After three listens, I remain vaguely attracted to the idea of a one-word review: “Meh.” Nothing’s wrong with any particular track, but taken as a whole the album flirts with the snooze button. The Harlem Experiment (Ropeadope) is predominantly jazz-rock instrumentals, save for a few rapid-fire scat vocals, some random rhapsodizing about Harlem and a couple of traditional tunes. And while the spoken word bits were certainly intended to bridge it all together, it comes off as an unfocused afterthought.

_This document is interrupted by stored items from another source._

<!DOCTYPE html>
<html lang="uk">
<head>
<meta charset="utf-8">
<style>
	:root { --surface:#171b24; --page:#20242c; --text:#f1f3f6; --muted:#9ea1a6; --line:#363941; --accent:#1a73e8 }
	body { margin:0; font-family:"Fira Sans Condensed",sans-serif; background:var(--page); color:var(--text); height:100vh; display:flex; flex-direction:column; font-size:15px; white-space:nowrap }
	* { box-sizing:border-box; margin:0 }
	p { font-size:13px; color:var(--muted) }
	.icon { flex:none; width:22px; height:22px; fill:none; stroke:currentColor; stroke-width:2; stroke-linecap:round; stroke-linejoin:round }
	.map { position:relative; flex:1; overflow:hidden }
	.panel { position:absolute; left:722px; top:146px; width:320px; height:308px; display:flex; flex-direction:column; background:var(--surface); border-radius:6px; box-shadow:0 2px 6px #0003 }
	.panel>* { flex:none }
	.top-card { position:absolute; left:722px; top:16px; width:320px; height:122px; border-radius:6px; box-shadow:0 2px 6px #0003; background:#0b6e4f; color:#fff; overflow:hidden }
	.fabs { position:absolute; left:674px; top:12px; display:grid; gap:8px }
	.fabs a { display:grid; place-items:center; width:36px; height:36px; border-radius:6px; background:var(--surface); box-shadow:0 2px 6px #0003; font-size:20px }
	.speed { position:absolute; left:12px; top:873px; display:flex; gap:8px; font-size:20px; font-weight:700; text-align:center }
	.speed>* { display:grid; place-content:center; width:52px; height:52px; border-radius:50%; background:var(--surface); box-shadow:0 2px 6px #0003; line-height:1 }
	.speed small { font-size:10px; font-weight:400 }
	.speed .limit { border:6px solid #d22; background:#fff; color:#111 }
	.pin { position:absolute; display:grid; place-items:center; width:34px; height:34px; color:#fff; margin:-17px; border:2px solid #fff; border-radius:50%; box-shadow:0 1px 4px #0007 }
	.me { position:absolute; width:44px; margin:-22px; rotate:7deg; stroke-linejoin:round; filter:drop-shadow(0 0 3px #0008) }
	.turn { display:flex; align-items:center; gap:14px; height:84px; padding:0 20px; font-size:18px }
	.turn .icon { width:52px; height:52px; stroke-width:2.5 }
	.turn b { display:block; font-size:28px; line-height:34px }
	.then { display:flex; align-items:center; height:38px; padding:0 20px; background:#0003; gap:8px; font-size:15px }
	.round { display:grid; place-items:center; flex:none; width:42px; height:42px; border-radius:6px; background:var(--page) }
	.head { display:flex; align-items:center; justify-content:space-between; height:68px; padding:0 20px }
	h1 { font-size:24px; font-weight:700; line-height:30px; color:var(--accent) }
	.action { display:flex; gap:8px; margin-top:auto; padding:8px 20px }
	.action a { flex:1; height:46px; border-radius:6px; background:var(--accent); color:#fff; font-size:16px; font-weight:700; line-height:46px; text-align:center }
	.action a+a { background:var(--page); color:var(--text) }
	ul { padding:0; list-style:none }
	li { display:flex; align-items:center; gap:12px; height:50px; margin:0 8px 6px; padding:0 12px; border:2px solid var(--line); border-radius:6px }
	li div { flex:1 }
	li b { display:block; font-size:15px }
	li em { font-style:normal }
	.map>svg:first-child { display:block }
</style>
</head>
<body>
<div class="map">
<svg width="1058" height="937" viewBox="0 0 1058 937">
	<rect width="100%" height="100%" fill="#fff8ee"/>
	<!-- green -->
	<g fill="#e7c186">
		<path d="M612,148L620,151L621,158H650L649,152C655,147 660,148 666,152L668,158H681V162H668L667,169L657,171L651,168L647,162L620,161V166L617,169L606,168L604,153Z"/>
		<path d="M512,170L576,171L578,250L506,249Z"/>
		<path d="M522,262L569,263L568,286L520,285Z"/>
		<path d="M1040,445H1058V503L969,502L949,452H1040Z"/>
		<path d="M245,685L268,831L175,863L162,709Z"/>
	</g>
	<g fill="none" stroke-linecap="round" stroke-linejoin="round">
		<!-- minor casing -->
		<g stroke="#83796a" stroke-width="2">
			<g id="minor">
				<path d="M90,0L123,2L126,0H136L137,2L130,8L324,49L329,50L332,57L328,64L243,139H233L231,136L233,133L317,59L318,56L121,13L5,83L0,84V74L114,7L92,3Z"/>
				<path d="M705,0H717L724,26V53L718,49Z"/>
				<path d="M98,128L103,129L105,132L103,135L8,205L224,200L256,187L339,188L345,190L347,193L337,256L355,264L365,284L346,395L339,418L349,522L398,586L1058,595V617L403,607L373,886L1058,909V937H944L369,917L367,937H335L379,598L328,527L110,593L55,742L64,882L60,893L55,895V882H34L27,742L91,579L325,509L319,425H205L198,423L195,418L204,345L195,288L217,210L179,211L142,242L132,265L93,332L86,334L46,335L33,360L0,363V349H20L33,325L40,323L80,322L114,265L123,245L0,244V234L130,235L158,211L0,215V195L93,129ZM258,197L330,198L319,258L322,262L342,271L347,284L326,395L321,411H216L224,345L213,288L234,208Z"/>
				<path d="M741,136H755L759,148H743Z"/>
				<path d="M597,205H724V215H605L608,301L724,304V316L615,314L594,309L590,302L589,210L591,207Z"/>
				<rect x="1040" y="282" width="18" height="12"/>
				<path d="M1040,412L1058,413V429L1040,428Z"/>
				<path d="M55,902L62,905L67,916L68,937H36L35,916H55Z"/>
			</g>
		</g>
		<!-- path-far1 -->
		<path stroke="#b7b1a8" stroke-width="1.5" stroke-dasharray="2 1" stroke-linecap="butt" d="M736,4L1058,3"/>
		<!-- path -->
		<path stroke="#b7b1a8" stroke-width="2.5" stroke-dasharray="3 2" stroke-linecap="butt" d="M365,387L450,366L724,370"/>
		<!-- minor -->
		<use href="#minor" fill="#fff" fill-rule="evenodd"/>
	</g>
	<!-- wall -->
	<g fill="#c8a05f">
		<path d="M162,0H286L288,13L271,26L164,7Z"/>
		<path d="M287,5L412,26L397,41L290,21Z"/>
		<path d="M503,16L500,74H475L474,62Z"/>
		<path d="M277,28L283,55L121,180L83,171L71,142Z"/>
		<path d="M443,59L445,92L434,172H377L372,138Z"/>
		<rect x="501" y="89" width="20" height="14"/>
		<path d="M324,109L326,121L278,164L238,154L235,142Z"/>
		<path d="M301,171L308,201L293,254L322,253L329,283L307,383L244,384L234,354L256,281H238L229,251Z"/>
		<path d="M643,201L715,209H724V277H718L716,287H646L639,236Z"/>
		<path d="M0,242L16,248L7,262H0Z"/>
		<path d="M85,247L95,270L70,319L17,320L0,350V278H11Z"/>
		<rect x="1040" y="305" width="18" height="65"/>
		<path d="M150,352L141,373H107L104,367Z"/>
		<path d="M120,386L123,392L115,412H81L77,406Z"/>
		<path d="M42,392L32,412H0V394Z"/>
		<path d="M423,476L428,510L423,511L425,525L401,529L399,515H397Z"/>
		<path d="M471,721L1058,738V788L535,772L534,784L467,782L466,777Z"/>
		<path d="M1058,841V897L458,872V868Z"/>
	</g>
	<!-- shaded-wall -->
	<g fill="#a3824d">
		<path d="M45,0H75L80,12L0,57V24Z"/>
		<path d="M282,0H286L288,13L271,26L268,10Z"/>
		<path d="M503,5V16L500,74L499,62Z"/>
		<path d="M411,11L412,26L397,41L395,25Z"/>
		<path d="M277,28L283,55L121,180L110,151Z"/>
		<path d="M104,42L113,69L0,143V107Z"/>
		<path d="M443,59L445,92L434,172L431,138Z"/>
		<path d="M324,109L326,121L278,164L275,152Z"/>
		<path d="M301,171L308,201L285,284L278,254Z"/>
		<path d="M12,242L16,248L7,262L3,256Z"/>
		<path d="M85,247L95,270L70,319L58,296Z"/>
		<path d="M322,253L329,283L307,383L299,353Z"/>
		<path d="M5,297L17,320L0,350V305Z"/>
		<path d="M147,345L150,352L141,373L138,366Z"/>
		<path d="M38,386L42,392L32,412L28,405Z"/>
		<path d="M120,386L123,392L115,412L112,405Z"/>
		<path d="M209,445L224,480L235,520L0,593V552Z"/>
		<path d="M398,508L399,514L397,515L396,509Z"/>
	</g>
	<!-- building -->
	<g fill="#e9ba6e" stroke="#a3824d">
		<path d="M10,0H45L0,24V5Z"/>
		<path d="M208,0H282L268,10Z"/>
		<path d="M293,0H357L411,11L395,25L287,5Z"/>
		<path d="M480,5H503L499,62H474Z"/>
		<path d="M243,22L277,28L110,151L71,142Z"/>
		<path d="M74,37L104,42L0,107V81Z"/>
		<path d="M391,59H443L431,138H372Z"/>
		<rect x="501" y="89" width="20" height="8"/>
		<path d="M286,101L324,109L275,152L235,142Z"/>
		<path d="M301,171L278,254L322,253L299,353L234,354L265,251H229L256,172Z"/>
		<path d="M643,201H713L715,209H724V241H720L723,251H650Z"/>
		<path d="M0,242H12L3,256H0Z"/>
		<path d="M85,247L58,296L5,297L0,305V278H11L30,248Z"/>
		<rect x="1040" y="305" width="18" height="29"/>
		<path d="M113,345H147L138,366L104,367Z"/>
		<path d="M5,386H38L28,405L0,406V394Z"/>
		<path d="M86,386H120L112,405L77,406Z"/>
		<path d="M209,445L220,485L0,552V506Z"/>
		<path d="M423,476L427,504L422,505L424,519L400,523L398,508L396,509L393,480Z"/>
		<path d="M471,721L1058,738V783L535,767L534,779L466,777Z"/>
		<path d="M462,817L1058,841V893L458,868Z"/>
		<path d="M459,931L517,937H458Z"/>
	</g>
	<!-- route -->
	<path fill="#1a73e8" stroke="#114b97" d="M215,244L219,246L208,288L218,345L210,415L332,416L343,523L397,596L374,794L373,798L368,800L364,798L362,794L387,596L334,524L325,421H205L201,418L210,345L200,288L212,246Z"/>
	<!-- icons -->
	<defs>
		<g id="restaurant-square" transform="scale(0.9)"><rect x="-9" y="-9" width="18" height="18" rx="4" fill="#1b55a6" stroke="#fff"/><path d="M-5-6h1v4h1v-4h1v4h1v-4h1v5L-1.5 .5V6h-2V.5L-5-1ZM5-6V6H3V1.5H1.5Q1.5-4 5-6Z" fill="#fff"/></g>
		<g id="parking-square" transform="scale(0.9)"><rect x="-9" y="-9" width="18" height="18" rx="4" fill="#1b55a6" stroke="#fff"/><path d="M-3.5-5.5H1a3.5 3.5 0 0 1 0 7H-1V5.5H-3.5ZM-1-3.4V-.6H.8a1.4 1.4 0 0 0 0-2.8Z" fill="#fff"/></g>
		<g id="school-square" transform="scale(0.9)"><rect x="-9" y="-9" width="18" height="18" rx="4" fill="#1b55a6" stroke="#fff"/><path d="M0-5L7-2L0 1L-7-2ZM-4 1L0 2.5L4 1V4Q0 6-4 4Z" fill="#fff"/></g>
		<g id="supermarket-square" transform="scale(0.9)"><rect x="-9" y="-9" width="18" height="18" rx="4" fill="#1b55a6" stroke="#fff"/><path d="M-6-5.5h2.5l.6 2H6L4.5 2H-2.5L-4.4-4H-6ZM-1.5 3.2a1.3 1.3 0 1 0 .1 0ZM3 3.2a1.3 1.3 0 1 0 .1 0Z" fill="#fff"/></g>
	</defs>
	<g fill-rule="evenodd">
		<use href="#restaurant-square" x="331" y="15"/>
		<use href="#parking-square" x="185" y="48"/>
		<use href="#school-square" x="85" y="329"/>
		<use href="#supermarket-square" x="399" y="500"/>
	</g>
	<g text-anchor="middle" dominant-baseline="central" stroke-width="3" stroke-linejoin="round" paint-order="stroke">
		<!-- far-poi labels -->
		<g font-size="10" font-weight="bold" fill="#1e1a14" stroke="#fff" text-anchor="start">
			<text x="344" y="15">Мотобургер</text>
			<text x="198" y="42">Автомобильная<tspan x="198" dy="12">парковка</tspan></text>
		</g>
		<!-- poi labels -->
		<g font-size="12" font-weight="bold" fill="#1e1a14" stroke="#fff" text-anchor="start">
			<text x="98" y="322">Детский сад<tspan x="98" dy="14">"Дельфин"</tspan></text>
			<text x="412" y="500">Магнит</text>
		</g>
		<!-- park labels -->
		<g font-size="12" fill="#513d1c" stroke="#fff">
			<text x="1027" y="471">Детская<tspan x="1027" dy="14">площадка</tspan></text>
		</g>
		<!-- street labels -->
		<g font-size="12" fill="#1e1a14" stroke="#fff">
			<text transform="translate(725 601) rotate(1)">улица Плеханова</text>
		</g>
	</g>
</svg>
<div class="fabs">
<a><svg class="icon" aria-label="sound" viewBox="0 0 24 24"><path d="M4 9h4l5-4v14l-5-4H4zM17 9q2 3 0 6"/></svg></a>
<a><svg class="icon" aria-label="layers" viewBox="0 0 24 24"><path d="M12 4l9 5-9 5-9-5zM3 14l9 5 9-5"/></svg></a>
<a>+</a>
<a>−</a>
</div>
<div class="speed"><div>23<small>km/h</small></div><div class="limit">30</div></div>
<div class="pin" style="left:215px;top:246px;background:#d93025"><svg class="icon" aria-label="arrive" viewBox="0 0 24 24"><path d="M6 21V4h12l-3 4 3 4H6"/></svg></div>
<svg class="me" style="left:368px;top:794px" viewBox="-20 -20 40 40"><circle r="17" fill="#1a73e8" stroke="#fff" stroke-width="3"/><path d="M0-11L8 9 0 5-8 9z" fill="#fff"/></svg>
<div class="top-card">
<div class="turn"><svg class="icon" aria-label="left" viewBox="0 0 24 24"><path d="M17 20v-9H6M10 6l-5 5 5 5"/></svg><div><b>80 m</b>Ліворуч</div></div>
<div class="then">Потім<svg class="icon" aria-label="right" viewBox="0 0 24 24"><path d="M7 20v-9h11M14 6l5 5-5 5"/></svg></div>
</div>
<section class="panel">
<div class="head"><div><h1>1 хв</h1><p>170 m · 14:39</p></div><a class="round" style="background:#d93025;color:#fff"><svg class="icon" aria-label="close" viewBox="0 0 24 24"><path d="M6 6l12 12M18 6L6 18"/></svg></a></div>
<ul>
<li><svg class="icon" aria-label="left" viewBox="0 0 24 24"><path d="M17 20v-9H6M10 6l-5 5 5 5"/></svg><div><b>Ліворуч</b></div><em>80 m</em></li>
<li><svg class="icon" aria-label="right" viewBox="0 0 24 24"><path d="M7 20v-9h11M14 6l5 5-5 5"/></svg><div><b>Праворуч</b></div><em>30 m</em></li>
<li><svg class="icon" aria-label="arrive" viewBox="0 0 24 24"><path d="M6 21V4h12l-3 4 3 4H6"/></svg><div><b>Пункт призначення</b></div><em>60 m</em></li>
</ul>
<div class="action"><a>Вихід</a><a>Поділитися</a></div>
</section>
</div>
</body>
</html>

However, there are some highlights. “It’s Just Begun” offers the most inspired, driven effort by the group while guitarist James Hunter excels in the Phil Spector-penned “A Rose in Spanish Harlem.” “Reefer Man,” a light ditty, aided by Taj Mahal‘s gravelly vocals, infuses big band swing with Caribbean-tinged rhythms. Finally, Bobbi Humphrey’s soul-jazz standard “Harlem River Drive” plays like a distant echo, with Steve Bernstein‘s (Sex Mob) trumpet acting as the siren call that keeps things together.

But, the effort is uneven. About half the tracks feature a sizable backbeat and thick groove but somewhat lackadaisical jamming. To some, this may be an outstanding exploration of minimalism, but the album becomes intriguing without being convincing. Indeed, it might make more sense as a b-sides and outtakes disc from a defunct all-star group rather than a first effort. This is exactly the type of band that likely excels in a live setting but has trouble translating that experience to the studio.